ACTIVITY> Using the entries that follow, give the number of lines containing the string "Circle". Write nothing besides that number.

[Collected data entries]
*** Begin section ***
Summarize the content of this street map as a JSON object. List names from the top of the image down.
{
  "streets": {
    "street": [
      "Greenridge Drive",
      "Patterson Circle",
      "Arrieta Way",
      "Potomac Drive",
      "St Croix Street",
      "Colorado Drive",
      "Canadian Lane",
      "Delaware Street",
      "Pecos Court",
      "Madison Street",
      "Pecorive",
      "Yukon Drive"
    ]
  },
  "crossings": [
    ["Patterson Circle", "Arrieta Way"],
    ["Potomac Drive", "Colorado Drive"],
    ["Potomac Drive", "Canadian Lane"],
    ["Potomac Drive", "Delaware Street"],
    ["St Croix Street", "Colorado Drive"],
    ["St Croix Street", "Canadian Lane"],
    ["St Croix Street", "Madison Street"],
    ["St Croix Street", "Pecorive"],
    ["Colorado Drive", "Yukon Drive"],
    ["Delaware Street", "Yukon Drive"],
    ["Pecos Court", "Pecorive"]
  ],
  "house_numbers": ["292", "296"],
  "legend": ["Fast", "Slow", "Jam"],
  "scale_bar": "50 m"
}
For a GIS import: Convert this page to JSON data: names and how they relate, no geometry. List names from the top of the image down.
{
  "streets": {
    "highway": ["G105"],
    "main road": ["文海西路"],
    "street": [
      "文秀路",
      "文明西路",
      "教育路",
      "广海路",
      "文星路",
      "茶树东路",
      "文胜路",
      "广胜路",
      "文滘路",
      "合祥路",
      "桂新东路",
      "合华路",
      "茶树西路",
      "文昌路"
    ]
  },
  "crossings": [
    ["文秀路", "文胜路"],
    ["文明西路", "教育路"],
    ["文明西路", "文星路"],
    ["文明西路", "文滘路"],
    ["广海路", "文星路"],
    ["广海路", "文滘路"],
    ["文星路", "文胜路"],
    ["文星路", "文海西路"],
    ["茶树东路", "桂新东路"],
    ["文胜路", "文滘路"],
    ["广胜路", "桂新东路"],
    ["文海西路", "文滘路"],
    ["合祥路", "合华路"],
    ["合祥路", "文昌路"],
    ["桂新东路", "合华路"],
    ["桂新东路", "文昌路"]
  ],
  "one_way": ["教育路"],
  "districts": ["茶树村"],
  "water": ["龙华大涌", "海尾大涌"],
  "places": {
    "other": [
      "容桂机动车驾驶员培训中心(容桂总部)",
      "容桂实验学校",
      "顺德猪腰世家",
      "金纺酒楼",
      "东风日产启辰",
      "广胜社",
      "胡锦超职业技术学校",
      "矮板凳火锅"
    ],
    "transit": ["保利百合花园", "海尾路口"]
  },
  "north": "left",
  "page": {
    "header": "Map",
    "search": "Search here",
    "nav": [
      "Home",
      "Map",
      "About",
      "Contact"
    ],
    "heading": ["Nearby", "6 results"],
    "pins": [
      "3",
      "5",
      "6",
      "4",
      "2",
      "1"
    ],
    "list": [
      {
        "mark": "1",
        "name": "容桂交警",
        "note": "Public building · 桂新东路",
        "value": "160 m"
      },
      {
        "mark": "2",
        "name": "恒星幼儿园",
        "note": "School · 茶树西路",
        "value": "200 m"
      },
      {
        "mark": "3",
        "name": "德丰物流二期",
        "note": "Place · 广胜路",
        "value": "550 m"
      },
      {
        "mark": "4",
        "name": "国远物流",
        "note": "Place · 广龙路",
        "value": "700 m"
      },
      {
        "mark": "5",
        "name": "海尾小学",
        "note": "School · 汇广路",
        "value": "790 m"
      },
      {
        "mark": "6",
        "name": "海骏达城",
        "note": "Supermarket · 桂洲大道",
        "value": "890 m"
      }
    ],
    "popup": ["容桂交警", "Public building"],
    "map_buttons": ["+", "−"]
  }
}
*** End section ***
RESULT FOR THIS TASK> 2